- **Work instructions**:
Go line by line through the entries below and copy those containing the string "linejoin".

Records for this exercise Start Marker

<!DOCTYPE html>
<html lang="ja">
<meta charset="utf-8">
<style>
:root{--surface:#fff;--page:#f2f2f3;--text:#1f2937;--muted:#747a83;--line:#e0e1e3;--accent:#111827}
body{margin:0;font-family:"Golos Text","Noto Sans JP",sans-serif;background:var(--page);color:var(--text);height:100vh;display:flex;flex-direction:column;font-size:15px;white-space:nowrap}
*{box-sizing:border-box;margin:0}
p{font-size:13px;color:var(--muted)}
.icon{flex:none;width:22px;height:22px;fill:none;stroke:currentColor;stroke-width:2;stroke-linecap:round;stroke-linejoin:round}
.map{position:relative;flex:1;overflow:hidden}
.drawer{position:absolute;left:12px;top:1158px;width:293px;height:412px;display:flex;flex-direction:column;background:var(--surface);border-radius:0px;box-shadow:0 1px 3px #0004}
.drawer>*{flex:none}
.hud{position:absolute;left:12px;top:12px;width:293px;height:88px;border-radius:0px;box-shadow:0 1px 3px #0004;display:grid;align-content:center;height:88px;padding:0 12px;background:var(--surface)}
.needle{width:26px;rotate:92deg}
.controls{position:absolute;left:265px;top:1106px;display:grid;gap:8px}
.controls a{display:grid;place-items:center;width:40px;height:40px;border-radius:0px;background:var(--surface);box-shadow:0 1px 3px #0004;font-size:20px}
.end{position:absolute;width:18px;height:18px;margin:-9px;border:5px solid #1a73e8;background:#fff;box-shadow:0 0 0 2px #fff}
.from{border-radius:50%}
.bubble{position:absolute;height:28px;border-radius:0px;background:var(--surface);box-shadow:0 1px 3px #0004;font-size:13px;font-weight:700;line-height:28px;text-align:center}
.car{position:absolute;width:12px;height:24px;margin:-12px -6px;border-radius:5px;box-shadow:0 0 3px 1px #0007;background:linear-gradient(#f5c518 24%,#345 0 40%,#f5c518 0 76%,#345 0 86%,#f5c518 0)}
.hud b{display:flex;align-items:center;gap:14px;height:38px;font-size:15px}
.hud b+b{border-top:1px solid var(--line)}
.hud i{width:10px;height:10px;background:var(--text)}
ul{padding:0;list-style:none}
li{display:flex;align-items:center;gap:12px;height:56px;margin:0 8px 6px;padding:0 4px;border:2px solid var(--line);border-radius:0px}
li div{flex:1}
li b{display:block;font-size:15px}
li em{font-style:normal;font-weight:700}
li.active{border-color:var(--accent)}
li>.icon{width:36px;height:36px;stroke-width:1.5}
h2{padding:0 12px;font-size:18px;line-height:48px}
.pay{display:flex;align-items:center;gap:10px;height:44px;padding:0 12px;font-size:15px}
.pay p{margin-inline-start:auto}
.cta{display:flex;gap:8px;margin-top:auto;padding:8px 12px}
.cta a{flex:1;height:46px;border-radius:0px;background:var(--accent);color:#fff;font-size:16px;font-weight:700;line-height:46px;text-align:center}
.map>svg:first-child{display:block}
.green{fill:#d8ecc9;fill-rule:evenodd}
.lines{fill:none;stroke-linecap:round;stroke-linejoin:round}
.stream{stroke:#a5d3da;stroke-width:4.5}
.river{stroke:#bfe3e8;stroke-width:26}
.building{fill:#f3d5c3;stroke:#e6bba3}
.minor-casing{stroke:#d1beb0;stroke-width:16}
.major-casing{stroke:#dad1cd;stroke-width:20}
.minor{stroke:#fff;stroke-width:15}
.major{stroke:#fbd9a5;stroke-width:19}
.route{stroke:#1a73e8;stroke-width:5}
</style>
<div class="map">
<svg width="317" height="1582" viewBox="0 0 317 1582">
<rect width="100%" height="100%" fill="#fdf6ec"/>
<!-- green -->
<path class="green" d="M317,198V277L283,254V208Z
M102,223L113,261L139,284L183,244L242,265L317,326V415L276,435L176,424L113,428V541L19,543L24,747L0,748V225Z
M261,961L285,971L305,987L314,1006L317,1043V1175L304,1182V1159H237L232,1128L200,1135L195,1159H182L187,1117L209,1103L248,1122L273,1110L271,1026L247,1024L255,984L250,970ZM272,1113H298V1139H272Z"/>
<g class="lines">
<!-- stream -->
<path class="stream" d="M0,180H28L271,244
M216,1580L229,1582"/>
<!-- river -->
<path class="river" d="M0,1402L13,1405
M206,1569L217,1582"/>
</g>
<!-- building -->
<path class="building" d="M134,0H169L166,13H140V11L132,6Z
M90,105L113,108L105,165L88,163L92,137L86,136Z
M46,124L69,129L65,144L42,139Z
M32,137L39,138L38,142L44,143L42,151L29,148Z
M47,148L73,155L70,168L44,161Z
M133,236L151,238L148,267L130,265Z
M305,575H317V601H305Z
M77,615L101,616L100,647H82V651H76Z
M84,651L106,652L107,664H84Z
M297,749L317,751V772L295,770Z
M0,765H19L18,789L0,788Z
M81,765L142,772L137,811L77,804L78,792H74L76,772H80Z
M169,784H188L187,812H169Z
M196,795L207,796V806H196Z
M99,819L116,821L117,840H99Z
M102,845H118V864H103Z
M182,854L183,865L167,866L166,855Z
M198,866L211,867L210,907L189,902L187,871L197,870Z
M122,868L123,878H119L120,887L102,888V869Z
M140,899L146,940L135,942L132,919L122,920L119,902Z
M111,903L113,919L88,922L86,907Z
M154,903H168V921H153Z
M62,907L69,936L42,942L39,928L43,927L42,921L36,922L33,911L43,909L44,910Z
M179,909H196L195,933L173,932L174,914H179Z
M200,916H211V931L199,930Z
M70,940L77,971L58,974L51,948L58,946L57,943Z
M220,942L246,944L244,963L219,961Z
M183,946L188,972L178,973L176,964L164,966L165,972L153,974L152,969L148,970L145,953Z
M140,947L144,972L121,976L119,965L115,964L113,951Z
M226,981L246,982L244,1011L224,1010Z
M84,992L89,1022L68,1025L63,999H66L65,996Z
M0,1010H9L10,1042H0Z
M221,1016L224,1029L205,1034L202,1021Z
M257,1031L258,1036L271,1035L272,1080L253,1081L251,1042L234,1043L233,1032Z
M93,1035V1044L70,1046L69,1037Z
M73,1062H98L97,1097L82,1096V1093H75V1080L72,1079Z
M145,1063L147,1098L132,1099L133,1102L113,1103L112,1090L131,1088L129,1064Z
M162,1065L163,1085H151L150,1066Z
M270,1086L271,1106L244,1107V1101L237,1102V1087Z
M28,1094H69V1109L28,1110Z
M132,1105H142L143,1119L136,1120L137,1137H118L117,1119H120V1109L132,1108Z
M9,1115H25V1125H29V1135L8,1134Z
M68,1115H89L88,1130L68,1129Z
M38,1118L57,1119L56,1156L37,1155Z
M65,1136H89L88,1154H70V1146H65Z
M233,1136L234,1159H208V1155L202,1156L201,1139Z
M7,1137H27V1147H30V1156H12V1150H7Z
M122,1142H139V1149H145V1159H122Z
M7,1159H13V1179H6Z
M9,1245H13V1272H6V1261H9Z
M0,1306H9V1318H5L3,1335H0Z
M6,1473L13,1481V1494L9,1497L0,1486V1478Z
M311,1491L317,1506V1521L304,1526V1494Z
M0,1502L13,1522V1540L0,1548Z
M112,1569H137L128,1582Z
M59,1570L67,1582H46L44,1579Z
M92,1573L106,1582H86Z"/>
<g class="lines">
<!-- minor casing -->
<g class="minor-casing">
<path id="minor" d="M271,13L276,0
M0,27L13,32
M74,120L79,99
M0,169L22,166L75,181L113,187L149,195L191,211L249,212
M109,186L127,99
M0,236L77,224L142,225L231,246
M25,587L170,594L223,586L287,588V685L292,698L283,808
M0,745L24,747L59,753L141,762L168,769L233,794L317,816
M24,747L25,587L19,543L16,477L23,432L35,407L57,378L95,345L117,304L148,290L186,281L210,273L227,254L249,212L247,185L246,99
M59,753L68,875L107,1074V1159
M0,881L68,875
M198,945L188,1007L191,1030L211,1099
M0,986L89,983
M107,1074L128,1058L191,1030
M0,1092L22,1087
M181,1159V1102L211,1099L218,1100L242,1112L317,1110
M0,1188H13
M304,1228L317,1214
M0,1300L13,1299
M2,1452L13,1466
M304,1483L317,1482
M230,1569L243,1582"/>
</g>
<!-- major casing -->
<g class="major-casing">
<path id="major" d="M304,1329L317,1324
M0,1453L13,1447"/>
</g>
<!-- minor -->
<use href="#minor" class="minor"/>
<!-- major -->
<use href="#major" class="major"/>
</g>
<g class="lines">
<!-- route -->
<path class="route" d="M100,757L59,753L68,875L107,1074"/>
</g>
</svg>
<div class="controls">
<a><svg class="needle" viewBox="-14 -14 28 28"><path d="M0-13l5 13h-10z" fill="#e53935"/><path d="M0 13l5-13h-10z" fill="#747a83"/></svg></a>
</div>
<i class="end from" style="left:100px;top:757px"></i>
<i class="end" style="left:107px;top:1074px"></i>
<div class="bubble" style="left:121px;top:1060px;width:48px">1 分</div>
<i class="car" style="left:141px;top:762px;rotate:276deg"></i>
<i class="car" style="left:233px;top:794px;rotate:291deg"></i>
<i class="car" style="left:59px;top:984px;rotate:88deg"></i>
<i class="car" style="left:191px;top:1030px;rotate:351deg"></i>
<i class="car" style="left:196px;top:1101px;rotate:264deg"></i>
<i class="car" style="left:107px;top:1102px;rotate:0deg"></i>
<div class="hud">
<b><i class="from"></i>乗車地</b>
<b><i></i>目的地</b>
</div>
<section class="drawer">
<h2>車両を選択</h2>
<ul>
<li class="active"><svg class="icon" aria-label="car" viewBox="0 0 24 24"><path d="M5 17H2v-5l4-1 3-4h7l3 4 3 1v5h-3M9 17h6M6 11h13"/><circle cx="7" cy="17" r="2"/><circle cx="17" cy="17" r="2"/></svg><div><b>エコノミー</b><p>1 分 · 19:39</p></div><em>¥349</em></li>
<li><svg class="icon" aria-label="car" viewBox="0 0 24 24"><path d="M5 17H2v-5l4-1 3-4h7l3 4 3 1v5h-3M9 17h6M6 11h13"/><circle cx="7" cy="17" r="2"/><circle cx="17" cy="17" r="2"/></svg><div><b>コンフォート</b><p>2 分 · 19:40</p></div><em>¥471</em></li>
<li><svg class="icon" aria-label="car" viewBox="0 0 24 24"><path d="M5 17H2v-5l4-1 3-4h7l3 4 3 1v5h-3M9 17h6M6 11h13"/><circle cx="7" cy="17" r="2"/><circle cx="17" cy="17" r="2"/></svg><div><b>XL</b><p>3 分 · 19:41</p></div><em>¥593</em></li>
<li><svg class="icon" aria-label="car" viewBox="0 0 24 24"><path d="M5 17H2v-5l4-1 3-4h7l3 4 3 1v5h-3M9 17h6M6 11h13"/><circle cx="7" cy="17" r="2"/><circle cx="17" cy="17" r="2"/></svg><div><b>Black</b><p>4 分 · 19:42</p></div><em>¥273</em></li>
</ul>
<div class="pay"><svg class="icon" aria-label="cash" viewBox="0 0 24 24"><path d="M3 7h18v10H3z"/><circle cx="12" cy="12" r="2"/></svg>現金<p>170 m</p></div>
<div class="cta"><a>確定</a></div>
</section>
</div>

Records for this exercise End Marker

- **Answer to this problem**:
.icon{flex:none;width:22px;height:22px;fill:none;stroke:currentColor;stroke-width:2;stroke-linecap:round;stroke-linejoin:round}
.lines{fill:none;stroke-linecap:round;stroke-linejoin:round}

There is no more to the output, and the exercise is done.